▶ **What is needed**: In the listing below, how many lines carry the word "Bridge"? Reply with only the number.

▶ **Records for the exercise**:
####

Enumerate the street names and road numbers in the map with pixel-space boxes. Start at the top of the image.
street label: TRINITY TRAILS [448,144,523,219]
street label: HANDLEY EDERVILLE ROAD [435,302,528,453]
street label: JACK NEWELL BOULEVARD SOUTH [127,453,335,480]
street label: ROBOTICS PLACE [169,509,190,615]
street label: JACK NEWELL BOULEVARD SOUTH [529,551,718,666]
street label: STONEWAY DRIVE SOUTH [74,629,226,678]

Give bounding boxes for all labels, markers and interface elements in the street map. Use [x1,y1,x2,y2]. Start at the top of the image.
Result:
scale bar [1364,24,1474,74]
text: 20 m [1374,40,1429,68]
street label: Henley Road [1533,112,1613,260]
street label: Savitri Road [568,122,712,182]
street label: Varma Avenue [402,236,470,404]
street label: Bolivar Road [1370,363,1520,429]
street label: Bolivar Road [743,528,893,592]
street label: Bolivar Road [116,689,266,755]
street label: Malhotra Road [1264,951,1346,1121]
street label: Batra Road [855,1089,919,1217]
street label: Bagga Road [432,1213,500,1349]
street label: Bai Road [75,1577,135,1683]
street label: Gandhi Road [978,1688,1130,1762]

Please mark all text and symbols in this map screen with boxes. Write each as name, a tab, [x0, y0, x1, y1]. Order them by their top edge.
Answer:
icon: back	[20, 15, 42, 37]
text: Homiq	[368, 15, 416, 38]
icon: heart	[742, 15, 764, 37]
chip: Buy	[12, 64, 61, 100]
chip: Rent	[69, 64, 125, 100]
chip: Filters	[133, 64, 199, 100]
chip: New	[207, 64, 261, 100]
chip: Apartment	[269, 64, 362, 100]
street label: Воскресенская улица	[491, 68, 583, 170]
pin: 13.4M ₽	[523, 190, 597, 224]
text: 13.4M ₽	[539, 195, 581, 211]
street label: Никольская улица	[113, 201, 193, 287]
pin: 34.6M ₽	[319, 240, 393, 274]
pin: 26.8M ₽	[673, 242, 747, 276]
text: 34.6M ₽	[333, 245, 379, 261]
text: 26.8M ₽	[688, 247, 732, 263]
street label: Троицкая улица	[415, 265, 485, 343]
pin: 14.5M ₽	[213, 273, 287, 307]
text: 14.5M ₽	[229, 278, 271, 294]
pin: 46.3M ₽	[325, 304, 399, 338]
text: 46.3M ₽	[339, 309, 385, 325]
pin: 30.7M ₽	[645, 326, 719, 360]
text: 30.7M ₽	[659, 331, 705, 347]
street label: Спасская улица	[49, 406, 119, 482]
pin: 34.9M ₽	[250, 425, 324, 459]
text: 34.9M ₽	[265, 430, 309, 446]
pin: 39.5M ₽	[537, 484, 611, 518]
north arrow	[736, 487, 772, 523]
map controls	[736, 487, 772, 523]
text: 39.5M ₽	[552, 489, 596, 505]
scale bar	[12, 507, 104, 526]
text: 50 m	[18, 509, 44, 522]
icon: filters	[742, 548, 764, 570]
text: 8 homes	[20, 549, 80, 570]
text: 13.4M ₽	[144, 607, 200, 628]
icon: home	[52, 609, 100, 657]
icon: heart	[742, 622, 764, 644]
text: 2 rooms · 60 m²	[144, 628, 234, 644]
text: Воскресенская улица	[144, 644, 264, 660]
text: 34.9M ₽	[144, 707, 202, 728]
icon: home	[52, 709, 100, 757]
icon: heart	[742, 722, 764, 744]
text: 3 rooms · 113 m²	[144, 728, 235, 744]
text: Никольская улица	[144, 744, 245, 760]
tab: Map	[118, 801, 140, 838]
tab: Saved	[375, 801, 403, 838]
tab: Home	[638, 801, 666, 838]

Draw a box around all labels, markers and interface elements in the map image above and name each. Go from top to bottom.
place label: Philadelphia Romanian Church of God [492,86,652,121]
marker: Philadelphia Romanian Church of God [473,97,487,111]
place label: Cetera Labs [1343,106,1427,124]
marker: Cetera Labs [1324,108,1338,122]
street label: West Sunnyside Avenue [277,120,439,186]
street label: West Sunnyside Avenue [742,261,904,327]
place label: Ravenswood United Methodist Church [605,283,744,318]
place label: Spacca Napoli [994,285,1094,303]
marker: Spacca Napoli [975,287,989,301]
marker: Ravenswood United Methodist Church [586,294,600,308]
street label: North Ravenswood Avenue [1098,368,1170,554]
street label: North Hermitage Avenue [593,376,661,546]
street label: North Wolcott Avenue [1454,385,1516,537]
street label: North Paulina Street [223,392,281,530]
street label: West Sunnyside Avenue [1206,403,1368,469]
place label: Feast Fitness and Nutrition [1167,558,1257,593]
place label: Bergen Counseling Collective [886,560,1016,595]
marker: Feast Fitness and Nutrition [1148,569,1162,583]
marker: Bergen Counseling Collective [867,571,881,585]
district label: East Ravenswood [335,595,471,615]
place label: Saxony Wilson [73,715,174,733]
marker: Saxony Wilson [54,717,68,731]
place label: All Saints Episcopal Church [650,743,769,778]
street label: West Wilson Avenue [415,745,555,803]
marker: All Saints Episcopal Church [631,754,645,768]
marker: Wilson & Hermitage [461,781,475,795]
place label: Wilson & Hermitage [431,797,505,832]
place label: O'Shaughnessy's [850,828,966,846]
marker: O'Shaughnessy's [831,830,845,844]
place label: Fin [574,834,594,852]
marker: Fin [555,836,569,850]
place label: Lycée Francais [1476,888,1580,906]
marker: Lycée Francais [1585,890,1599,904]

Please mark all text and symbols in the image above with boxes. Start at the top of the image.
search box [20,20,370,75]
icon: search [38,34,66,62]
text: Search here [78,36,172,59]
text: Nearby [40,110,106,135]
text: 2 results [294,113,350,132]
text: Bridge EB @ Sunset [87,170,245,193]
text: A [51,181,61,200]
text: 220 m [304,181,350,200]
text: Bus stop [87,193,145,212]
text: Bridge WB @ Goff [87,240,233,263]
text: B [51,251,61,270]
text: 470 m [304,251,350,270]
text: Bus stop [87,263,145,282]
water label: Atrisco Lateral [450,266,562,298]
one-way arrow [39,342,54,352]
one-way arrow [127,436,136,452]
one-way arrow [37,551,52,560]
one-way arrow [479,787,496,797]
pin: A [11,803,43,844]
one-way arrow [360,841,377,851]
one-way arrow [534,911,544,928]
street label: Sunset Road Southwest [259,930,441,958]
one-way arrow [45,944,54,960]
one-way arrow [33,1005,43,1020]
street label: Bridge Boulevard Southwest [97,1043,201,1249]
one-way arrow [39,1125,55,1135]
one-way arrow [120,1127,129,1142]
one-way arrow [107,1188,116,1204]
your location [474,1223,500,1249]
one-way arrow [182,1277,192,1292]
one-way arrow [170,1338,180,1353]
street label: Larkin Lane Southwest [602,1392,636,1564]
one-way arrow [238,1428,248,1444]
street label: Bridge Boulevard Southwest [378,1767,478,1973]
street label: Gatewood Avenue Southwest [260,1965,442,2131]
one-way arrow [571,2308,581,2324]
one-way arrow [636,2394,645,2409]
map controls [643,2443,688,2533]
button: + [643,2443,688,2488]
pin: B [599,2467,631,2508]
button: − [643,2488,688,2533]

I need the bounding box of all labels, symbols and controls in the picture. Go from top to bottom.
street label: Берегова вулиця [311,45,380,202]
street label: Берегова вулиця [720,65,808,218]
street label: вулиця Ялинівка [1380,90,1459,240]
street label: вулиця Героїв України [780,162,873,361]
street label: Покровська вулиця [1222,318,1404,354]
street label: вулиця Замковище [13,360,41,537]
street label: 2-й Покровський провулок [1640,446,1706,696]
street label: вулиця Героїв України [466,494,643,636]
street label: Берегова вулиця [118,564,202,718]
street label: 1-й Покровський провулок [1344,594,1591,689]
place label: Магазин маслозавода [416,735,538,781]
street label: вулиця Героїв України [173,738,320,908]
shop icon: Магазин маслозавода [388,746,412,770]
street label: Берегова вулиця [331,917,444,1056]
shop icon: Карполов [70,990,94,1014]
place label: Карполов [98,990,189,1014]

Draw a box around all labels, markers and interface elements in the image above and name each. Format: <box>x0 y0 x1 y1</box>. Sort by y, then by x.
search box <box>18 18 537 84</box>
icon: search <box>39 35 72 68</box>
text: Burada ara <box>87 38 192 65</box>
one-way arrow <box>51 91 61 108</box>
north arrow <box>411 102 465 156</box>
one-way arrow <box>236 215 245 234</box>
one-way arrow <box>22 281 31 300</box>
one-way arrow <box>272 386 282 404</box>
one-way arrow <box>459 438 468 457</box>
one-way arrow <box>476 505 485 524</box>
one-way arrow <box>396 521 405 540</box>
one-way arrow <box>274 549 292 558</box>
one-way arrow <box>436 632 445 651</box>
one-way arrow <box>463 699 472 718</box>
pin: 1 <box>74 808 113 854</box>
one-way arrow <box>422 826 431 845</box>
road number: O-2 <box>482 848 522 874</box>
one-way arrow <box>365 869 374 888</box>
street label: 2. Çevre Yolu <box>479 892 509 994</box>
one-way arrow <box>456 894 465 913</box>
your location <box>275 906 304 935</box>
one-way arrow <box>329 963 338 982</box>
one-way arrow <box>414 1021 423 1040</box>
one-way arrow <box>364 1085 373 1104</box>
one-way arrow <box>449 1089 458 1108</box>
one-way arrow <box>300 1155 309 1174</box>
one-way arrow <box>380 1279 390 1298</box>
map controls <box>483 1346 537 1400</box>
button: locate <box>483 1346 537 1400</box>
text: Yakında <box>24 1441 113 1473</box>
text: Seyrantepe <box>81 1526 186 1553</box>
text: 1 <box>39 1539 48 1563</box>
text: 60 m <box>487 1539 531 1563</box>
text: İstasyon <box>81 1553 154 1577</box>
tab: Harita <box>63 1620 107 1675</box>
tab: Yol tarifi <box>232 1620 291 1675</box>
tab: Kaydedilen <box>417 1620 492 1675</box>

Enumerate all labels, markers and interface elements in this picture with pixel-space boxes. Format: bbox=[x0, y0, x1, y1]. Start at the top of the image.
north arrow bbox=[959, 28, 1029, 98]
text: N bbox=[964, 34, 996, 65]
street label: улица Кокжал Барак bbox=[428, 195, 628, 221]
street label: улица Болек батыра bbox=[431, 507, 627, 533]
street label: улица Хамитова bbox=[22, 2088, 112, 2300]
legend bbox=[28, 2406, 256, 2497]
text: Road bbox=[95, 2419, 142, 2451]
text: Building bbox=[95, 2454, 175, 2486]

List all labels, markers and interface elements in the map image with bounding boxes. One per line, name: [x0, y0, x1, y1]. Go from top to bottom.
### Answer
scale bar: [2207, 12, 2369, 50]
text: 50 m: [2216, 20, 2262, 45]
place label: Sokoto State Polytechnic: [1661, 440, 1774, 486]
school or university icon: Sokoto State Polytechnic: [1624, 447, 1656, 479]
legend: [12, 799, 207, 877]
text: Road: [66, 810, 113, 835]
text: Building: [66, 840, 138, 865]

####

▶ **Solution for this task**: 4